LAWS(KER)-2013-1-284

CHANDRASEKHARAN Vs. PRASAD

Decided On January 17, 2013
CHANDRASEKHARAN Appellant
V/S
PRASAD Respondents

JUDGEMENT

(1.) This Writ Petition is filed invoking Art. 227 of the Constitution. The petitioner filed an application in 2007 invoking S. 17 of Act 2 of 1965, seeking a direction for carrying out repairs to a rented premises. The Accommodation Controller allowed it on 7.6.2011. This Court set aside that order and remitted the matter for reconsideration. Following that, the Accommodation Controller himself visited the premises with notice to parties and thereafter heard the parties through counsel. The Accommodation Controller found on his inspection that the building had reached such a stage where it cannot be sustained or resurrected by a repair and the situation is that there can be only reconstruction. Under such circumstances, the Accommodation Controller refused to pass an order directing the landlord to carry out repairs. This is under challenge. The learned counsel for the petitioner argues that the visit by the Accommodation Controller was only in 2011 though the application was in 2007 and the state of affairs as at the time of filing application ought to have been considered rather than any change with the passage of time.

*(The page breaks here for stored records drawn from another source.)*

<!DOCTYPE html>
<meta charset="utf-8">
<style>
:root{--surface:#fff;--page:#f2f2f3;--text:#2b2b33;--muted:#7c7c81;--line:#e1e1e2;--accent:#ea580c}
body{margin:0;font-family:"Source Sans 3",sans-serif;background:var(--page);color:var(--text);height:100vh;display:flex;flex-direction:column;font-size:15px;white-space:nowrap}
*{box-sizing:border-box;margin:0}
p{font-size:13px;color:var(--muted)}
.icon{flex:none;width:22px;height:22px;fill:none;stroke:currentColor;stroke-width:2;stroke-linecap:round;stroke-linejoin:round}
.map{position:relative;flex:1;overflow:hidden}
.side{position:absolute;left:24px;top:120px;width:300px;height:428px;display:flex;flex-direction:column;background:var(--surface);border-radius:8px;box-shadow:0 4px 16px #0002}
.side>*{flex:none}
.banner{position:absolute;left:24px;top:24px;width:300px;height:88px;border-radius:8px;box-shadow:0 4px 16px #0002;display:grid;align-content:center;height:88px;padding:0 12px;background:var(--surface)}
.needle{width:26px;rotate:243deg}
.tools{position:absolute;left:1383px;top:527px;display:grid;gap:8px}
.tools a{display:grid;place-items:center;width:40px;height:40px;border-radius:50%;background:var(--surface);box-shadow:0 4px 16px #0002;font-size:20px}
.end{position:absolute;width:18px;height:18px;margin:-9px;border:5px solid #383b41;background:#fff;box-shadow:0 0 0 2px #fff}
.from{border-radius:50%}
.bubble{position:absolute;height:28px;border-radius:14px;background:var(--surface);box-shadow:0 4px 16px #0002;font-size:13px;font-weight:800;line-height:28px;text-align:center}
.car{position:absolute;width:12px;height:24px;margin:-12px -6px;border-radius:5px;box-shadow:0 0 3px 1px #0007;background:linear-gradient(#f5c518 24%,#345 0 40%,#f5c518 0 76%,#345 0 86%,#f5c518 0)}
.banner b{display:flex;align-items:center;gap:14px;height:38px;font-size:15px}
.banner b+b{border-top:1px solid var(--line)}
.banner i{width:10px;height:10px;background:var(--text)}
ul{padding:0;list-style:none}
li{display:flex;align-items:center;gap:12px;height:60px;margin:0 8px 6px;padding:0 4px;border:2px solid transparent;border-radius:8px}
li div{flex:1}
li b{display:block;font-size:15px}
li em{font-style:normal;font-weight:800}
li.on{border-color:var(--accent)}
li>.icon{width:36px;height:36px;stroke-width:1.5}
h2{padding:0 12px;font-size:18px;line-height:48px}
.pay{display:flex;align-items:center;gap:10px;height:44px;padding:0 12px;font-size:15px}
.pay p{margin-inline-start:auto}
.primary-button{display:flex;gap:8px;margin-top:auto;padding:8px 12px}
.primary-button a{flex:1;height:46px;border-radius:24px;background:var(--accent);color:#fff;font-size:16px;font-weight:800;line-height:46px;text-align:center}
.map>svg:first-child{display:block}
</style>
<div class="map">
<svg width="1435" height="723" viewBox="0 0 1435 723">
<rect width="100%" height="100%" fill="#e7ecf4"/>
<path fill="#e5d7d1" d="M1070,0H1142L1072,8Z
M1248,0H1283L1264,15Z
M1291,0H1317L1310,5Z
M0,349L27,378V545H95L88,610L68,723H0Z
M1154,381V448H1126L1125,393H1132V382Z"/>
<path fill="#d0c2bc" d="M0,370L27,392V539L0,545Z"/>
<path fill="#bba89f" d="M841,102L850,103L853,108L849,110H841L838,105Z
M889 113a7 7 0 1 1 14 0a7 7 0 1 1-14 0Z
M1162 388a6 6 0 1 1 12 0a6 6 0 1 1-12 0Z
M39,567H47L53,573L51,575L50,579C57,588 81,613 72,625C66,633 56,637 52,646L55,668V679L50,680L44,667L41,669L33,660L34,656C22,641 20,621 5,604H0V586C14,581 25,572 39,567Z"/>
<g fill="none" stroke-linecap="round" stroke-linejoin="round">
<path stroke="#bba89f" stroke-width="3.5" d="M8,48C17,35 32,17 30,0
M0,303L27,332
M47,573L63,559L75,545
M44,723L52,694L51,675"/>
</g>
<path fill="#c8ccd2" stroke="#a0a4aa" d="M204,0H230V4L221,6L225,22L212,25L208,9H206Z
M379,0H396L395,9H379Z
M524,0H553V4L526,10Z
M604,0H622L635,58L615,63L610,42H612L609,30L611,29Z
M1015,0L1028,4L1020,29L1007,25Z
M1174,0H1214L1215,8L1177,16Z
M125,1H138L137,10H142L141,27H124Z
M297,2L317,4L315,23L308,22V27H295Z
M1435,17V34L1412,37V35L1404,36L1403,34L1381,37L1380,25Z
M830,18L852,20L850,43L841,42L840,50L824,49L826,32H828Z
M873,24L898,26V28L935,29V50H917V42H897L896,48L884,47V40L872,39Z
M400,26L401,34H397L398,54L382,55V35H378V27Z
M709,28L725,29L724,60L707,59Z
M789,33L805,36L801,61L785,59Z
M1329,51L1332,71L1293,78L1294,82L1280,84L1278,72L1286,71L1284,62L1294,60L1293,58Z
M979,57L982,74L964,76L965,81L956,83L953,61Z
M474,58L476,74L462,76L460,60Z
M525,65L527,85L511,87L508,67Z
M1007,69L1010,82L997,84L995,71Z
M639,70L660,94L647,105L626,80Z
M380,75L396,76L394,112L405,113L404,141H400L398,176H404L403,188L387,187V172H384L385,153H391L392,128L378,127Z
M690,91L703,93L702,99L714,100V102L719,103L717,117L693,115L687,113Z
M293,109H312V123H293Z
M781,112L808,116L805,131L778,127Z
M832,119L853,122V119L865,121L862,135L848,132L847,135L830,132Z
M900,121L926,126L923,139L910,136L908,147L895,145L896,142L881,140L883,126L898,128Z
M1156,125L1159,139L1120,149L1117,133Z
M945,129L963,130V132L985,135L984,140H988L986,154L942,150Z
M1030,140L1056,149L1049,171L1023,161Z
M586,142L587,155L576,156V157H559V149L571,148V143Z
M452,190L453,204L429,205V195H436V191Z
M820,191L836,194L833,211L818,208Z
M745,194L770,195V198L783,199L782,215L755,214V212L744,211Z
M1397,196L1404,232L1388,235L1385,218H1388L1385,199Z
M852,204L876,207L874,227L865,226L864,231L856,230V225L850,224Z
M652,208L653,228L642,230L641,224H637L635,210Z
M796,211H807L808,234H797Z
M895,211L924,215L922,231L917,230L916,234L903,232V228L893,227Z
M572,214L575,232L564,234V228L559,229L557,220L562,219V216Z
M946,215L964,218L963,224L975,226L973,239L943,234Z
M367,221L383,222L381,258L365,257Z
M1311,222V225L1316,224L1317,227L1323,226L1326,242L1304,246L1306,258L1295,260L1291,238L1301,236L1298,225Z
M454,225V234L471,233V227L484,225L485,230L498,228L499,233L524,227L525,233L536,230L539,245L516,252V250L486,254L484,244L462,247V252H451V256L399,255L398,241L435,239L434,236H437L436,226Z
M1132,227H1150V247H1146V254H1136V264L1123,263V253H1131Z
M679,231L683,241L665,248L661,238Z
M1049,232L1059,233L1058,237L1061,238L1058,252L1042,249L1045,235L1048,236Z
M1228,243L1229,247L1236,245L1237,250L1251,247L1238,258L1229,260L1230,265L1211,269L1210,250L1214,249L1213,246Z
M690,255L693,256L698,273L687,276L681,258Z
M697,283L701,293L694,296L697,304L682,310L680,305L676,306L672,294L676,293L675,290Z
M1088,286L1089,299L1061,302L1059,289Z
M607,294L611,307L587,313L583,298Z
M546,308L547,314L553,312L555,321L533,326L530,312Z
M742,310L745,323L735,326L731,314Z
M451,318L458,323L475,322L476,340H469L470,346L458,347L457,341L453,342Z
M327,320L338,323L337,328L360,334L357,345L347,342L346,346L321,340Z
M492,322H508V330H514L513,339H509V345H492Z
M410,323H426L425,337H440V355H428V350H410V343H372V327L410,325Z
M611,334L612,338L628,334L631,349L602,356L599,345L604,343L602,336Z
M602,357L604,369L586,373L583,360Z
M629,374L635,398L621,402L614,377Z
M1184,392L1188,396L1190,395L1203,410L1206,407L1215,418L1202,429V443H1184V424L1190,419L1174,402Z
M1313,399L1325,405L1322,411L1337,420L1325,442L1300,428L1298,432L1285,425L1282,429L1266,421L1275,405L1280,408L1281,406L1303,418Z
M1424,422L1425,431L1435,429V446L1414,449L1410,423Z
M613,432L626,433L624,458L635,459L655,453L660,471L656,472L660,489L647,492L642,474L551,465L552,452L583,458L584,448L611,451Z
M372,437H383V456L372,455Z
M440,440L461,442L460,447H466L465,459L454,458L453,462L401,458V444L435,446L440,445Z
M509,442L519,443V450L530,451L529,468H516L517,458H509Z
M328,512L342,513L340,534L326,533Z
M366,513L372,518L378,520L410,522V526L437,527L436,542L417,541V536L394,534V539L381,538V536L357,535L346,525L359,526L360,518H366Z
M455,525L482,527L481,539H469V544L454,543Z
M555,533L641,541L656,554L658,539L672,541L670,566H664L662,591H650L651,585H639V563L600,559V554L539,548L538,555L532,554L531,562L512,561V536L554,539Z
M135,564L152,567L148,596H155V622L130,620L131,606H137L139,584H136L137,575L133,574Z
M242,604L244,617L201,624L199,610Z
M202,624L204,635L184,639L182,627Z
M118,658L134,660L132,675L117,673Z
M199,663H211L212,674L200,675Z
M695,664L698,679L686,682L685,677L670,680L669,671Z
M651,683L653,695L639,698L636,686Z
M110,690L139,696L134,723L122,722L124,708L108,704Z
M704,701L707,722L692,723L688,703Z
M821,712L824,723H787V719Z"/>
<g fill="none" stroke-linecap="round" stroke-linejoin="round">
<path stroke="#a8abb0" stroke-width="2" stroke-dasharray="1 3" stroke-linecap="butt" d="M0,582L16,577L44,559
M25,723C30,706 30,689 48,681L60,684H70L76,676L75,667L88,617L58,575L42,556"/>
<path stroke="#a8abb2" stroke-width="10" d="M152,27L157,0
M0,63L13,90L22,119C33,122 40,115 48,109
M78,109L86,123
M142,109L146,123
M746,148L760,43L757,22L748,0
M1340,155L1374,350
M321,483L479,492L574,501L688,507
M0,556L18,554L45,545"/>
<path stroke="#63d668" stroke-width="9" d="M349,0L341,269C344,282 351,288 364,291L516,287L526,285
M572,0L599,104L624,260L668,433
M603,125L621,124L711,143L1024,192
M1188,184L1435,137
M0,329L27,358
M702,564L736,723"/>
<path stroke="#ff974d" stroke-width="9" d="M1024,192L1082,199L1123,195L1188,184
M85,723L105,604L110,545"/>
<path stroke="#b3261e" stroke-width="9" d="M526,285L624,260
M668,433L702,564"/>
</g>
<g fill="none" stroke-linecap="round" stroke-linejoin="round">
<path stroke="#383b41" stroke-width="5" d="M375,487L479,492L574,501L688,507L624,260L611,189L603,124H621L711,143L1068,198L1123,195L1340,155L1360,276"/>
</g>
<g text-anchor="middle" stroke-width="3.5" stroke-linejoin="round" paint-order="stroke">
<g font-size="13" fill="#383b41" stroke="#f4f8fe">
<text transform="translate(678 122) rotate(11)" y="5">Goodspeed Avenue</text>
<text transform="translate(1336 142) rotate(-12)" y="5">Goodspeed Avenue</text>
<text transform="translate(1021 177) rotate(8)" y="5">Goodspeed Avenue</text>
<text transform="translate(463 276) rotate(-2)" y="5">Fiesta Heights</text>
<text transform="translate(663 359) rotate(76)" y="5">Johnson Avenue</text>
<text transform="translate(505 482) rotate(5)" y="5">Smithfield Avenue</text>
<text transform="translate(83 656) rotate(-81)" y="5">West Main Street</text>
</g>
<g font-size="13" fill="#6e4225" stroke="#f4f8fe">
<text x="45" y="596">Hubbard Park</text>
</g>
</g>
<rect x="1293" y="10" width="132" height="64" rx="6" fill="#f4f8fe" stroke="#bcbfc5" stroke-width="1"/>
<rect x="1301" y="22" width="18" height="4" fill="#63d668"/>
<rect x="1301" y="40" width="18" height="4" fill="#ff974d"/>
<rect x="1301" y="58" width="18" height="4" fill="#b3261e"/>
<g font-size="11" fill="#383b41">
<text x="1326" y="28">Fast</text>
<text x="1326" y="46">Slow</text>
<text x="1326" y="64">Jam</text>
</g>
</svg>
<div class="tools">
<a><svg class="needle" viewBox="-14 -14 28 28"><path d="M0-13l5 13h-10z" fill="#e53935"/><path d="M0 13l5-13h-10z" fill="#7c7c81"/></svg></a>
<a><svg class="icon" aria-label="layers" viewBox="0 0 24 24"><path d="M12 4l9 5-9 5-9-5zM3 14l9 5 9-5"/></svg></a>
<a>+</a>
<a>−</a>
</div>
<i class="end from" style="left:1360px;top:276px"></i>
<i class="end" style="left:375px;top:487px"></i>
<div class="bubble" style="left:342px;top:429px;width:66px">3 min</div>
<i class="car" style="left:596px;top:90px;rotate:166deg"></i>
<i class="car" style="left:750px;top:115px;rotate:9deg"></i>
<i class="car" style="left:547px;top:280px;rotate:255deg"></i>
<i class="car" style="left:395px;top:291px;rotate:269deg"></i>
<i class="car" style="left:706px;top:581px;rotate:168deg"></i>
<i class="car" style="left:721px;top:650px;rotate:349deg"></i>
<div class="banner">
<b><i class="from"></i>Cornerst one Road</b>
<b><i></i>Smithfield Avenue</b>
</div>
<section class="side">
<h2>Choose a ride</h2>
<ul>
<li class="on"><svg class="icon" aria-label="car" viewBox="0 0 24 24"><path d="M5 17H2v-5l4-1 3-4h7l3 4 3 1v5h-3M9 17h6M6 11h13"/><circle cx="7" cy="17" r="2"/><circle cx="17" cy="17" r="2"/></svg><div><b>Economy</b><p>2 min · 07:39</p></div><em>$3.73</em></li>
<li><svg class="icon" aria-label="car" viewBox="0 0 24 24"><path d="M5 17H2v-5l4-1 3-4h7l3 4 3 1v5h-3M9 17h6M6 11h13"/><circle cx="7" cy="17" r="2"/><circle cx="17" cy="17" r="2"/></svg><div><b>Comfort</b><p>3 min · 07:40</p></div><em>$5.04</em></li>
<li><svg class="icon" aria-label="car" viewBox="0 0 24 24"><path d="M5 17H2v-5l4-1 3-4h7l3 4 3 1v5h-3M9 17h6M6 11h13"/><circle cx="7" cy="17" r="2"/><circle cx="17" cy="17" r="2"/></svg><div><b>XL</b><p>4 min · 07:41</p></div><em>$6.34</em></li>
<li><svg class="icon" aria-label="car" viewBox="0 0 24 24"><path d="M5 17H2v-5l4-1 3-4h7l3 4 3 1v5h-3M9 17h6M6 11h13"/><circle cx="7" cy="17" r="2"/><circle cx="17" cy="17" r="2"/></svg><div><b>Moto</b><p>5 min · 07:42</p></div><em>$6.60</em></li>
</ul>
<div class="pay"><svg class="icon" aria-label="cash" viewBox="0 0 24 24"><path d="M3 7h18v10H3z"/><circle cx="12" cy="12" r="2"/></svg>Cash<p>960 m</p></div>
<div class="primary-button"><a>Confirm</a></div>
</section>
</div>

(2.) In an application for direction to the landlord to carry out repairs, it cannot be accepted as a principle of law that the date of the application under S. 17 or the date of the cause of action for that application is the point of time, which alone has to be taken as relevant to decide on the application. The realities in a landlord-tenant relationship, including the physical situation to which the building would take its turn with the passage of time, are relevant and have to be considered. It is this pragmatic approach that has to be adopted in proceedings under S. 17. We see that the first order which was issued in favour of the tenant was on 7.6.2011 and following the remit, the true state of affairs prevailing now is shown. The Accommodation Controller has concluded specifically that he is satisfied on inspection that the building is beyond repair and cannot be resurrected by any procedure of carrying out repairs. This is a finding on fact. It cannot be treated as perverse. It is based on materials and inferences drawn. We do not find any ground to interfere with that finding under Art. 226 or 227 of the Constitution. The petition fails.